5 things Arsene Wenger needs to change while he’s in his new role at FIFA

Guess who's back, back again!

Wenger is back. Sort of.

We all got our hopes up that we’d be seeing the avuncular Frenchman pacing the touchline again, maybe as Bayern Munich boss or in a sensational return to Arsenal, but instead, he has moved upstairs, in fact as upstairs as it gets.

Wenger has taken on the impressive, and frankly made-up sounding title of FIFA Chief of Global Football Development, and is presumably therefore in charge of all football anywhere in the world.

The weight of the job is immense with Wenger received a text notification of every single training session, summer camp and five-a-side booking whether it’s at Raynes Park Goals or in North Korea, but if anyone has the dedication for the commitment it’s Arsene.

So, aside from having a constantly vibrating phone, what changes should we expect Wenger to achieve in his reign as Chief of Global Football Development?

Getting 11 for the weekend

We’ve all experienced the pure anguish of trying and failing to get a full team together for an unappealing away match on a wet winter afternoon.

You start off looking for 16 keen, fit players and end up accepting nine plus one of the team ‘probably bringing along a couple of mates who are up for it.’

When you’re at your darkest hour flicking through the phone contacts for someone you haven’t spoken to since school who you are pretty sure is now in Dubai, you should be able to dial in the FIFA Chief of Global Football Development to save the day.

Wenger will hook you up with a 16-year-old Spanish talent who will run rings around the hungover opposition, dodging career-ending tackles to win you the game.

Excuse boot camp

Young players around the world are developing with a pitifully limited supply of world-class excuses.

It’s fine when the world is at your feet and you’re netting wonder goals, but what do you do when you squander a two-yard tap-in or get sent off in a title decider?

As a man who perfected the excuse throughout his career, Wenger will be putting greater emphasis on training up kids to rattle off some audacious explanations for their failures.

We don’t want a generation of players only able to blame the referee and with Wenger overlooking player development, we can be sure they will be citing everything from the weather to the pitch to a plummet in the Nicaraguan economy to explain away their losses.

Passing it in

Arsene Wenger’s style of football may have become outdated in his latter days on the Arsenal bench, but who doesn’t look back with fondness to the glory days when his teams were so stylish you felt you had to wear a designer suit to watch it?

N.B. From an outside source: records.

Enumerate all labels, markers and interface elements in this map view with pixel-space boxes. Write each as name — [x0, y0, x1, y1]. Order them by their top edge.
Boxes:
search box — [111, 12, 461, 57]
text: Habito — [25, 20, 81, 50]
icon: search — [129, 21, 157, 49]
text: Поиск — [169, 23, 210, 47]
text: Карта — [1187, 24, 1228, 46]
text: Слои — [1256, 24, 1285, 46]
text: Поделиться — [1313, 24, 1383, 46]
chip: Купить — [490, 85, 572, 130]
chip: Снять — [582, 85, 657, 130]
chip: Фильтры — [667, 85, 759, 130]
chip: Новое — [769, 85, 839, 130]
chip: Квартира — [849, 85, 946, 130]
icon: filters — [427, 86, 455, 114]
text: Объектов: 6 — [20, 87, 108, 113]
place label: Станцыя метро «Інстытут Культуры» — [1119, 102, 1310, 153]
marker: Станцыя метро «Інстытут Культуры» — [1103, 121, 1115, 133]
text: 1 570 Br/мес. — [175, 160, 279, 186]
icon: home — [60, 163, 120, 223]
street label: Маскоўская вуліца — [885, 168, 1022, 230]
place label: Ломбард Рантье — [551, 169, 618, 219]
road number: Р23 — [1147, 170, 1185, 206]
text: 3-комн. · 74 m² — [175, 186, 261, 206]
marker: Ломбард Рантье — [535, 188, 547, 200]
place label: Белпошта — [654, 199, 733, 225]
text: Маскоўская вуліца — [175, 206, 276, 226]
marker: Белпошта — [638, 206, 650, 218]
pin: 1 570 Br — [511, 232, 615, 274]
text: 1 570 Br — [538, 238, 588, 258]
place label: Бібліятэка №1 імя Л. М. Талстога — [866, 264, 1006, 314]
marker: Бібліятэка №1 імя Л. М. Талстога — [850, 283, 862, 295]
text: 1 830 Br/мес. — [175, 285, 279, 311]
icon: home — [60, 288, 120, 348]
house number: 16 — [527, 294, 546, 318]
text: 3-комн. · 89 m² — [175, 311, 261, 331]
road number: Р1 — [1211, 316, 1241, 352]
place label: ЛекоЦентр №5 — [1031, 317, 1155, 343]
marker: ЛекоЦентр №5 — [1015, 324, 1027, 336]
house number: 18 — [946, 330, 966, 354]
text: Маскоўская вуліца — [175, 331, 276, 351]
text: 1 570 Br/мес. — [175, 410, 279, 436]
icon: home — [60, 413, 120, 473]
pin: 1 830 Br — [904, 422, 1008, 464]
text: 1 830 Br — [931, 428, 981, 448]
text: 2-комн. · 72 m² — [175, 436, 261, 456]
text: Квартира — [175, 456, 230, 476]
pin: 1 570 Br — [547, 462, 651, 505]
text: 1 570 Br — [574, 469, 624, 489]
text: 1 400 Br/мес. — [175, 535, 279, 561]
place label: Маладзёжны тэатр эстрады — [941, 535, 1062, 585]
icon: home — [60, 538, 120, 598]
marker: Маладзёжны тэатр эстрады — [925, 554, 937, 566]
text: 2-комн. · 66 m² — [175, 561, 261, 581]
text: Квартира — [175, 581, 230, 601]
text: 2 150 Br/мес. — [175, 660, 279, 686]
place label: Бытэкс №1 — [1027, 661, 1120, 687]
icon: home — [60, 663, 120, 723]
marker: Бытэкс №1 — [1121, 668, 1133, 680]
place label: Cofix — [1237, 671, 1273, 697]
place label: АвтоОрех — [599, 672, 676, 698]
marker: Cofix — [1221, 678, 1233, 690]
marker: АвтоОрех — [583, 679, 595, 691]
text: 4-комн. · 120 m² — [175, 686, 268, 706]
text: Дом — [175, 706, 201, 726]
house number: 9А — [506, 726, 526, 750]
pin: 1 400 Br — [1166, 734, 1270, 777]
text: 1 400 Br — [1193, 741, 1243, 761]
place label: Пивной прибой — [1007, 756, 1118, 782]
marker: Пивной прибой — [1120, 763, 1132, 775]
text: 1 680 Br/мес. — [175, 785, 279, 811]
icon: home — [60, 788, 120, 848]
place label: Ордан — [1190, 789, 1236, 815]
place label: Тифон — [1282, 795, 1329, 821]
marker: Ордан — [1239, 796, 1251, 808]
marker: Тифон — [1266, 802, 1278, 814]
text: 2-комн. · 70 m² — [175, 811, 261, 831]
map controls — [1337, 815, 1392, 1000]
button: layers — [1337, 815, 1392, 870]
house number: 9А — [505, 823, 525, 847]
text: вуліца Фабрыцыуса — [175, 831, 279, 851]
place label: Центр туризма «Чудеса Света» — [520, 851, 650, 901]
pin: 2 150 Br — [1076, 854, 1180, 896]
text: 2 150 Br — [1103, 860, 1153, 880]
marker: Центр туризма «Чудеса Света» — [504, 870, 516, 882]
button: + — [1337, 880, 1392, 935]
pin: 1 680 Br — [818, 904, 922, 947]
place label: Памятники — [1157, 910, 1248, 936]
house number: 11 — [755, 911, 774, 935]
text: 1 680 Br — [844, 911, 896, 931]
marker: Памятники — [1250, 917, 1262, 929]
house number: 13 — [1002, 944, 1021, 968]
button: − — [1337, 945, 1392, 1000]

Now that Wenger is in charge of all football, it’s time he rolled back the years and insisted that all football at all levels is played entirely in sweeping, 50-pass moves.

So, the next time a Sunday League player steps up to hoof the ball long, you can expect a stern-faced Wenger to appear on the sideline and shake his head until he instead tries to perform a deft stopover and trips over the ball.

Handle VAR

When announcing Wenger’s appointment, FIFA issued a fantastically vague statement that explained that the ex-Arsenal man would be charged with ‘technical aspects of the sport’.

We can only imagine therefore that Wenger is the saviour who will rid us of VAR mayhem once and for all.

Obviously, Wenger will be a busy man, but it makes sense for all VAR calls to be made directly to his mobile, so he can make the final call.

Of all the people on the planet, except for maybe Marcelo Bielsa, you’d have to back Wenger to make the time to review 100 contentious decisions per evening.

https://www.youtube.com/watch?v=0Qqd6T_A9LY

Remix the Champions League tune

We know this is more of a UEFA issue, but at every single Champions League match it is the elephant in the stadium – how horribly terrible is the Champions League anthem?

It has the feel of a tune that was hastily put together the night before the first game of the tournament and places somewhere between song when you get on a plane and montage music when England go out of a major tournament.

Wenger should definitely be prioritising commissioning a less toe-curling replacement to reassure a generation of kids that if they do make it to the peak of the world game, they won’t have to stand there awkwardly trying not to laugh while the anthem blasts over the PA.